Cuando comprendí que no había chances de que los violeros consideraran a Jagger, Richards y Watts como el trío de los Estón originales, me acerqué a la rubia y le dije al oído que me acompañara a la orilla “Tengo algo importante que decirte”. No sé cómo hizo la castaña para escucharme, pero fue ella la que respondió. “No puede, tenemos que irnos, le dijimos a su papá que íbamos a estar de vuelta antes de que amanezca”. “Emily tiene razón, tenemos que irnos”, dijo la rubia, “pero venite mañana a Pinamar así vamos a la playa y de paso te hacemos unas preguntas para nuestras tesis”. “Esperen”, dije, “las acompaño a tomar el bondi”. “¿Qué bondi? Nos vamos en la cuatro por cuatro de mamá. La dejamos estacionada acá cerca, en la orilla”, dijo la rubia. “¿Pero saben cómo volver solas a Pinamar?” “Fácil, igual que como vinimos: todo derechito por la orilla hasta llegar a Bunge. Es imposible perderse.”
La castaña se fue sin saludar. La rubia me dio un beso en el cachete y una de sus notitas autoadhesivas con su número de teléfono de teléfono. “Atrás está la dirección del chalecito que alquiló papá”, dijo y se perdió en la oscuridad.

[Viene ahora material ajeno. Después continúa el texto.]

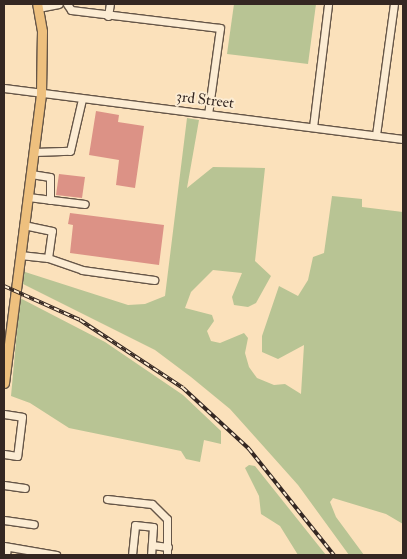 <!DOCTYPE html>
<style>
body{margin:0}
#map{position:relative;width:407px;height:559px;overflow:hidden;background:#fbe1bb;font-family:"IM FELL Double Pica",serif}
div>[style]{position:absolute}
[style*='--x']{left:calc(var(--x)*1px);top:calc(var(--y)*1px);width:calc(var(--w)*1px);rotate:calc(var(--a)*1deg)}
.green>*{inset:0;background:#b8c494}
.building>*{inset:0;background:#dc9286}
.roads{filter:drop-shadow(1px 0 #665648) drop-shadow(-1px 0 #665648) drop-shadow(0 1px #665648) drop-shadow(0 -1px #665648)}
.minor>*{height:7px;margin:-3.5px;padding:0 3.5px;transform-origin:3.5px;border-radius:3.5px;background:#fcecd3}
.major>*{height:9px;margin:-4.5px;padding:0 4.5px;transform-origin:4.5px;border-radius:4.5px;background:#eec07e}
.rail>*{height:4px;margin-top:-2px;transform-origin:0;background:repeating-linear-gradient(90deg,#fcecd3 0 5.5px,#342722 0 11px);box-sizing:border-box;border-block:1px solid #342722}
span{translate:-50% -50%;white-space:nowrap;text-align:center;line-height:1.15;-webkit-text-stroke:4px #fcecd3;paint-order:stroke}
.street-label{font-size:15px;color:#342722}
.frame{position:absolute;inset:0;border:5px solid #342722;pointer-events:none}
</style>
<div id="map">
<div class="green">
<div style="clip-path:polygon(234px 4px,316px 4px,308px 64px,227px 54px)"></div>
<div style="clip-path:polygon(187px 118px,199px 120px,187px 188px,213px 167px,265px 168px,255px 261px,271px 276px,256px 303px,248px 307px,234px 305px,232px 297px,242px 273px,213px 270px,191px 292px,185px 308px,212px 315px,214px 321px,207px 331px,211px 341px,220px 343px,244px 333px,248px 338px,245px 353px,249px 367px,257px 378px,274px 385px,285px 384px,301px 394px,304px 345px,278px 359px,262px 352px,262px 336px,279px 286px,298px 296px,308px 280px,313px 257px,324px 253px,332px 196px,362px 199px,362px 207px,403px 212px,403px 524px,386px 514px,333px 498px,330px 502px,336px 517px,364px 555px,349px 555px,298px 485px,230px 409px,191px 377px,155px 350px,21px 283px,22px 271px,128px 305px,145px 304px,165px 296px)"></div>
<div style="clip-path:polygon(20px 298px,105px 342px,183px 395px,221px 431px,221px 444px,204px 440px,200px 462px,186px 459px,181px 451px,69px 428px,30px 403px,11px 396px)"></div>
<div style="clip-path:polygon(249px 465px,255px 466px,326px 555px,298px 555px,280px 526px,261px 514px,259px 496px,245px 468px)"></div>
</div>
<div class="building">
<div style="clip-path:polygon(96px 111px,119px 115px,118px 122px,144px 126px,135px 188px,116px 185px,119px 160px,89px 155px)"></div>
<div style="clip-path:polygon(59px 174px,85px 177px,82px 198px,56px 195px)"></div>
<div style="clip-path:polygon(70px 213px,164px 225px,159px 265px,70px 253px,73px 225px,68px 224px)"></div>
</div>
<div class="roads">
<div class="minor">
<div style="--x:67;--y:4;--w:7;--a:56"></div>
<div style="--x:71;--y:10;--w:150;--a:6.9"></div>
<div style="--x:220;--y:28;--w:87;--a:97.9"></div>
<div style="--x:38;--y:8;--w:21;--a:-11"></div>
<div style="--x:108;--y:16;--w:12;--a:-81"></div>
<div style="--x:4;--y:88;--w:402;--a:7.3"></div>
<div style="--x:313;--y:127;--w:124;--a:-83"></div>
<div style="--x:376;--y:135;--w:132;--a:-82.2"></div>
<div style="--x:34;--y:152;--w:36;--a:-2"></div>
<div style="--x:70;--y:151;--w:53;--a:-77"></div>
<div style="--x:31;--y:174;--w:19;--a:9"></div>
<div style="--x:50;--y:177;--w:23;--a:90"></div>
<div style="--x:28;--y:197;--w:57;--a:7"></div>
<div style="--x:20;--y:255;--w:28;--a:6"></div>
<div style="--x:48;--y:258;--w:27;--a:-82"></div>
<div style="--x:52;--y:231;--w:29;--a:-168"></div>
<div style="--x:48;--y:258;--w:36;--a:19"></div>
<div style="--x:82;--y:270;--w:73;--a:7.9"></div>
<div style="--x:4;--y:414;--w:18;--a:9"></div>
<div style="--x:22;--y:417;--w:39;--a:97"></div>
<div style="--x:17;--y:456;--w:13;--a:-171"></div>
<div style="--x:4;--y:485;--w:21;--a:8"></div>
<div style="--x:107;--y:499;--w:45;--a:6.3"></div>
<div style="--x:152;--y:504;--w:21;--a:45"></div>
<div style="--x:167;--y:519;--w:36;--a:90"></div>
<div style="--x:4;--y:520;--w:30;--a:8"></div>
<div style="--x:152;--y:545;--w:16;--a:7"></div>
<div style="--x:4;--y:546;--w:53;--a:9.8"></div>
<div style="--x:6;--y:555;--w:8;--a:-83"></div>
<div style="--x:132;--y:555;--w:30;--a:-84"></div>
<div style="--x:135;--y:525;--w:18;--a:6"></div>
<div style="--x:153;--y:527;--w:28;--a:94"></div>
</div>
<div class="major">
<div style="--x:4;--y:383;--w:291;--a:-82.7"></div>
<div style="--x:41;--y:94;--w:63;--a:-89.1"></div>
<div style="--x:42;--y:31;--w:27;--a:-100"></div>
</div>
</div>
<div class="rail">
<div style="--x:4;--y:286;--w:83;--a:24.1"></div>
<div style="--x:80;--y:320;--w:123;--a:33.4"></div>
<div style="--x:183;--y:388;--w:90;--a:42.7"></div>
<div style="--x:249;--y:449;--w:136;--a:51.3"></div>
</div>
<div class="street-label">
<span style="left:205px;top:100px;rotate:7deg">3rd Street</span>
</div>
<div class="frame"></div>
</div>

Acerqué el papelito al fogón para poder leer:
Submarino Amarillo Nº9
entre Corbeta Misilística Massera
y Lancha Torpedera Liniers
Yo no sabía que Pinamar tenía un puerto, y menos me imaginaba que el puerto pudiera tener “chalecitos”. Menos mal que tengo memoria fotográfico (mis amigos dicen que es un flash), porque acerqué tanto el papelito al fuego que terminó por quemarse. Mientras me chupaba los dedos chamuscados escuché el ruido de un motor que se encendía. A lo lejos se prendieron las luces de la camioneta y la rubia salió arando, levantando una tormenta de arena y atropellando a una parejita en la maniobra. Yo me acerqué hasta la minita, que ya estaba más muerta que viva, y le planté una botella de Vodka vacía que había tirada por ahí, así a la justicia no le quedaban dudas de quién había sido responsable del accidente.

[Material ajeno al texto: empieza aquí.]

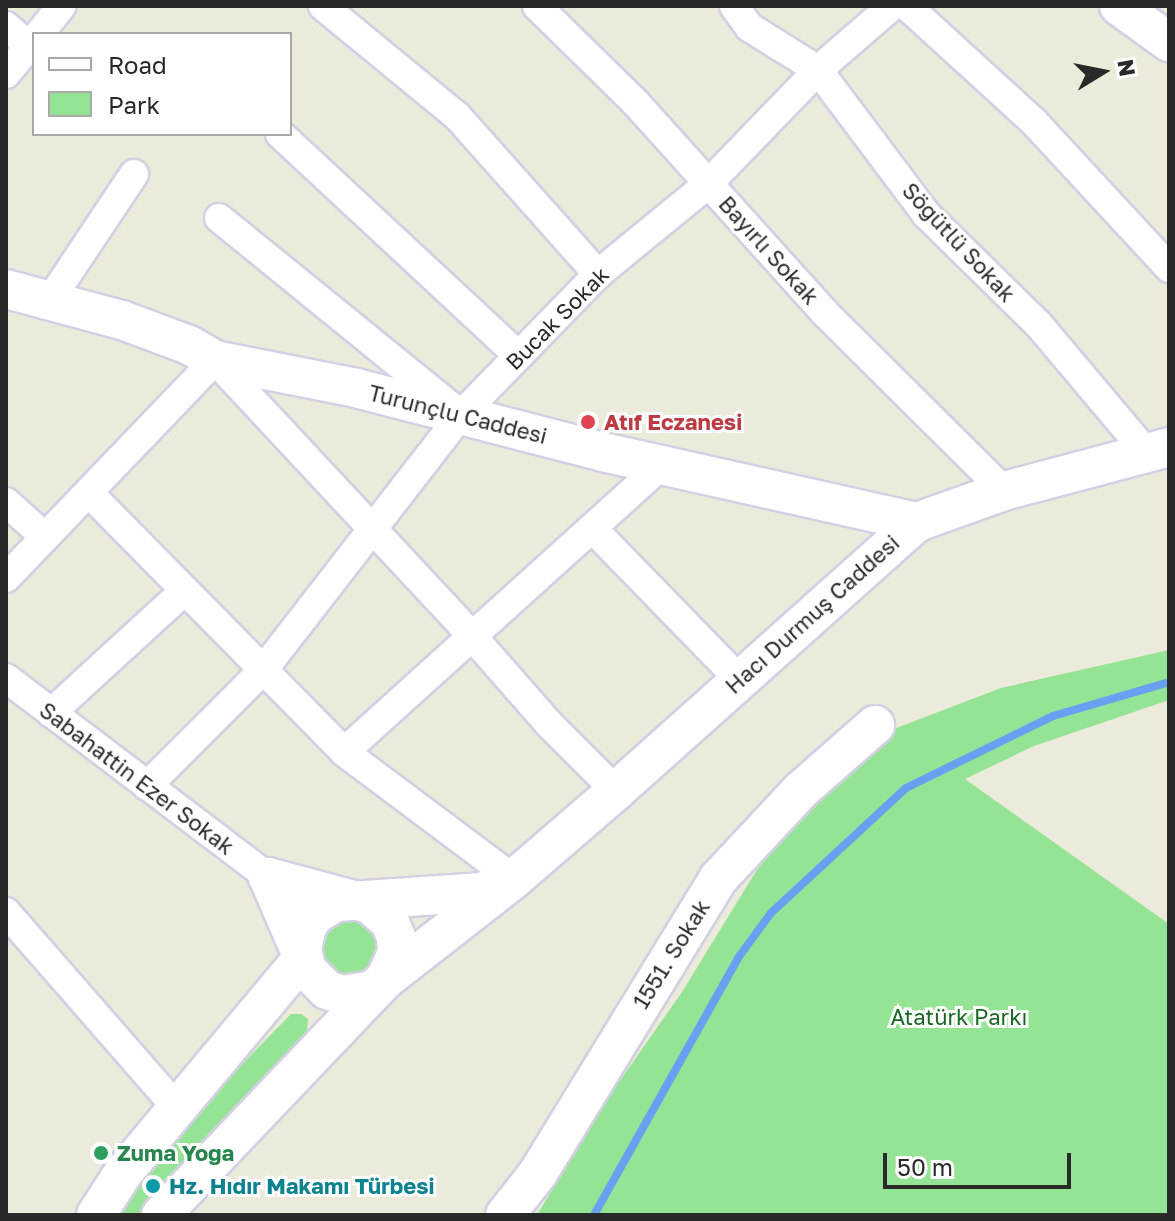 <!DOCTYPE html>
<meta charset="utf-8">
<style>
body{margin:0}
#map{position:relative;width:1175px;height:1221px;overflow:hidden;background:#eceada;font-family:"Golos Text",sans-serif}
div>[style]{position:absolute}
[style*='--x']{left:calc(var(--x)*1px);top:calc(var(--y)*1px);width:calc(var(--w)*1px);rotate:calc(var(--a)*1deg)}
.green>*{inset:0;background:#95e495}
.round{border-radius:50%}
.stream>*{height:8px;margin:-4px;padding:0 4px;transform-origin:4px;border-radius:4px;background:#6aa0f1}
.roads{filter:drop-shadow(2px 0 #d3d0e3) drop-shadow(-2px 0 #d3d0e3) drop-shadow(0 2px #d3d0e3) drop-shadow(0 -2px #d3d0e3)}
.street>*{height:28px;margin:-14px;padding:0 14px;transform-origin:14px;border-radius:14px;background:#fff}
.secondary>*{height:38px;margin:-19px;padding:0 19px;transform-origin:19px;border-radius:19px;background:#fff}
.dots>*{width:22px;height:22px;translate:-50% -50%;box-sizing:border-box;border:4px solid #fff;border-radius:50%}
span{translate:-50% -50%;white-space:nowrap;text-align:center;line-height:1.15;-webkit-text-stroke:6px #fff;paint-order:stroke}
.street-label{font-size:22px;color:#292929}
.health-label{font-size:22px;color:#be3a42;font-weight:700}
.left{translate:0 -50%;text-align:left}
.park-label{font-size:22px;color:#186822}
.leisure-label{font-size:22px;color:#27864d;font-weight:700}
.culture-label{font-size:22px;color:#0d838f;font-weight:700}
.frame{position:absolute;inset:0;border:8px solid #292929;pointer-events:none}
.legend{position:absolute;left:32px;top:32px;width:260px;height:104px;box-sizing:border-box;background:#fff;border:2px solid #a9a9a9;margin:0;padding:10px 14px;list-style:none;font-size:24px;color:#292929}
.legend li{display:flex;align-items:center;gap:16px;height:40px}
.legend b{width:40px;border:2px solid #a9a9a9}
.north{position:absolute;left:1063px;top:32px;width:80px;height:80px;-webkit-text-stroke:6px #fff;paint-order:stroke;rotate:80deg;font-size:22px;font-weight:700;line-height:32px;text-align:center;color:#292929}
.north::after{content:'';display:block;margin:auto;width:28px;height:36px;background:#292929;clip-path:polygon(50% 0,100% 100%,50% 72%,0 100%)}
.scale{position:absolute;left:883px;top:1153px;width:188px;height:36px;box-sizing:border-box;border:4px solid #292929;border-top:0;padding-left:10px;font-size:24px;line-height:28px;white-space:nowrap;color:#292929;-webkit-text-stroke:6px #fff;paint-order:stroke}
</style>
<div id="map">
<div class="green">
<div style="clip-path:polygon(1169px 650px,1169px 700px,1034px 746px,965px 779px,1169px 924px,1169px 1215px,537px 1215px,605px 1102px,682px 992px,777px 837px,891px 730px,1001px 688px)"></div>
<div class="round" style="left:318px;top:920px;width:60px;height:60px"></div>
<div style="clip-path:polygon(291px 1014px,301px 1014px,308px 1019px,307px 1031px,223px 1119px,146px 1215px,114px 1215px,200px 1107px)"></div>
</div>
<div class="stream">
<div style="--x:594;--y:1215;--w:295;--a:-60.7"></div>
<div style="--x:738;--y:958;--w:56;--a:-53.7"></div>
<div style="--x:771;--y:913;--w:184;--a:-42.8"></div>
<div style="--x:906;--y:788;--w:164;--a:-26.1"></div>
<div style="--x:1053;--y:716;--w:121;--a:-16.3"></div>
</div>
<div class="roads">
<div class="street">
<div style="--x:323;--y:6;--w:173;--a:39.4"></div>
<div style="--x:457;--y:116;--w:212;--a:48.3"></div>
<div style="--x:537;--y:6;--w:137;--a:44.4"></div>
<div style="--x:635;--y:102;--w:283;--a:48"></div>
<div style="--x:824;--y:312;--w:254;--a:44.8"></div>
<div style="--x:734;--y:6;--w:26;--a:54"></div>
<div style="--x:749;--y:27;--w:81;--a:31.9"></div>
<div style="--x:818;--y:70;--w:180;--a:53.1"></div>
<div style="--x:926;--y:214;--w:158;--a:44.5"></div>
<div style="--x:1039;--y:325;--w:166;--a:49.9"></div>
<div style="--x:907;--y:6;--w:172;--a:42.4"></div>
<div style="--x:1034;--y:122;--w:199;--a:47.2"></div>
<div style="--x:6;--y:26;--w:30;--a:41"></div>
<div style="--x:39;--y:34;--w:36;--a:-51"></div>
<div style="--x:6;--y:74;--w:44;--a:-50.5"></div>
<div style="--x:280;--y:134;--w:326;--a:42.9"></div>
<div style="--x:219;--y:218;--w:303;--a:39.1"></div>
<div style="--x:48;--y:303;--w:155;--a:-56.3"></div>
<div style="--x:90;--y:494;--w:362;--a:45.4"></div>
<div style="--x:344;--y:752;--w:212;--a:36.8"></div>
<div style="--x:6;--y:502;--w:52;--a:41.9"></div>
<div style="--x:592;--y:528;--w:211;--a:45.8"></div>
<div style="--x:6;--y:578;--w:302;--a:-46.2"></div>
<div style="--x:215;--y:360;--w:377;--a:47"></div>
<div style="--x:472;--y:636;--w:118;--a:48.8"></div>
<div style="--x:550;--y:725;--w:93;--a:45"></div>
<div style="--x:6;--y:678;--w:329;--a:37.2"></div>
<div style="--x:51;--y:713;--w:180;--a:-42.5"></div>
<div style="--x:344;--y:752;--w:431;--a:-42.1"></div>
<div style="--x:147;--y:786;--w:164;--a:-45"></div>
<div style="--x:263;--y:670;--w:323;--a:-52.2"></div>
<div style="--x:461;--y:415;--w:197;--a:-45.8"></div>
<div style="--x:598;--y:274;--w:142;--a:-39.3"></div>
<div style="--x:708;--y:184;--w:158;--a:-46"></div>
<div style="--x:818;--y:70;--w:98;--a:-40.9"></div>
<div style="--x:6;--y:912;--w:262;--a:48.9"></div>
</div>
<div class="secondary">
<div style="--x:1119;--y:6;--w:62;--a:35.8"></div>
<div style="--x:6;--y:289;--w:120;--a:15"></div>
<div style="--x:122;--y:320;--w:72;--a:20.5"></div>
<div style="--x:189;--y:345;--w:30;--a:30"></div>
<div style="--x:215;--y:360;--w:144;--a:11.2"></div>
<div style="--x:356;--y:388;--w:255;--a:14.5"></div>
<div style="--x:603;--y:452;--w:322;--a:12.6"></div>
<div style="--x:510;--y:881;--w:30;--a:159"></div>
<div style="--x:482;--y:892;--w:146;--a:176.1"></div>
<div style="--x:336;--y:902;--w:25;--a:148"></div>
<div style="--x:315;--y:915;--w:14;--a:124"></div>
<div style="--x:307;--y:927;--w:23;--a:103"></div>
<div style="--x:302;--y:949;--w:22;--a:77"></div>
<div style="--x:307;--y:970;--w:28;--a:45"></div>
<div style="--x:327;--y:990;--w:16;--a:18"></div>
<div style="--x:342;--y:995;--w:30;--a:-9"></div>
<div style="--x:372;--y:990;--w:180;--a:-38"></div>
<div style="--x:514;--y:879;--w:135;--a:-40.8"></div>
<div style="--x:616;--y:791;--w:404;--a:-41.8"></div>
<div style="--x:917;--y:522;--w:92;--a:-19.6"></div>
<div style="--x:1004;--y:491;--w:171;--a:-14.9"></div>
<div style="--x:96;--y:1215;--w:50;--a:-57.3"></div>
<div style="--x:123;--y:1173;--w:280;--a:-50.1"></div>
<div style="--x:161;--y:1215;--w:323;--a:-46.4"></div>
<div style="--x:384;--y:981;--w:31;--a:-65"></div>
<div style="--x:397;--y:953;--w:16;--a:-94"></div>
<div style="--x:396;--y:937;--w:16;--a:-112"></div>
<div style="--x:390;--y:922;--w:28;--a:-139"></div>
<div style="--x:369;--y:904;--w:105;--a:-165"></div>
<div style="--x:268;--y:877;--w:88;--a:66.6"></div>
<div style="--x:505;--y:1215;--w:53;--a:-51.8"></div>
<div style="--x:538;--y:1173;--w:345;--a:-58.5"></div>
<div style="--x:718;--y:879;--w:120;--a:-47"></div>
<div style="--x:800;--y:791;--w:100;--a:-41.3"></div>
</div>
</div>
<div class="dots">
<div style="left:588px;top:422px;background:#e0444e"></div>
<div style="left:101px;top:1153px;background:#2e9e5b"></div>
<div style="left:153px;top:1186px;background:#0f9aa8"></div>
</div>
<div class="street-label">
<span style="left:959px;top:242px;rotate:47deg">Söğütlü Sokak</span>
<span style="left:769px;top:250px;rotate:48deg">Bayırlı Sokak</span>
<span style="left:557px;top:318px;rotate:-45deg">Bucak Sokak</span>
<span style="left:458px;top:414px;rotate:14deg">Turunçlu Caddesi</span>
<span style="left:812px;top:614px;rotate:-42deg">Hacı Durmuş Caddesi</span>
<span style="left:137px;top:778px;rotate:37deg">Sabahattin Ezer Sokak</span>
<span style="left:671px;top:954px;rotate:-58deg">1551. Sokak</span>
</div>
<div class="health-label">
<span class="left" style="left:604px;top:422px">Atıf Eczanesi</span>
</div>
<div class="park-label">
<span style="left:959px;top:1017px">Atatürk Parkı</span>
</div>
<div class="leisure-label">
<span class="left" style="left:117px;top:1153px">Zuma Yoga</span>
</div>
<div class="culture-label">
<span class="left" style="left:169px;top:1186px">Hz. Hıdır Makamı Türbesi</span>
</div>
<div class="frame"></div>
<ul class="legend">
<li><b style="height:10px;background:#fff"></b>Road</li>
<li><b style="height:22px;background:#95e495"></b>Park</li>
</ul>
<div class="north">N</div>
<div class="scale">50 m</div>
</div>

lunes, 8 de febrero de 2010

Diario de un poeta rolinga en Villa Gesell (parte 15)


4 de enero

Justo cuando los imitadores de Jagger y Richards habían descubierto la traición del falso Wyman, y ya podía olerse en el aire la sangre y el vino de una nueva batalla campal en la pista, vi a la rubia salir del baño mujeres. Venía contoneando las caderas mientras arrastraba del brazo a su amiga, una flaca de pelo castaño como el de Mick Taylor y la cara de susto de Jagger cuando vio a uno de los Hells Angels apuñalar a un flaco del público en mitad de Simpatía por el Demonio. “Sorry por la demora”, me dijo la rubia, “no podía sacarla del baño. Se había encerrado en uno de los retretes y quería llamar a la policía porteña para que viniera a buscarla.” Y enseguida agregó: “Che, qué caro que es Gesell. Quise retocarme el maquillaje y le pedí un poco del polvo para la nariz a unas chicas en el baño, pero quisieron cobrármelo más caro que en el free shop del Buquebús. Y no sabés cómo se pusieron cuando quise explicarles que les convenía más usar el espejo grande en lugar de agacharse todo el tiempo sobre ese espejito de mierda que tenían. Casi me matan.”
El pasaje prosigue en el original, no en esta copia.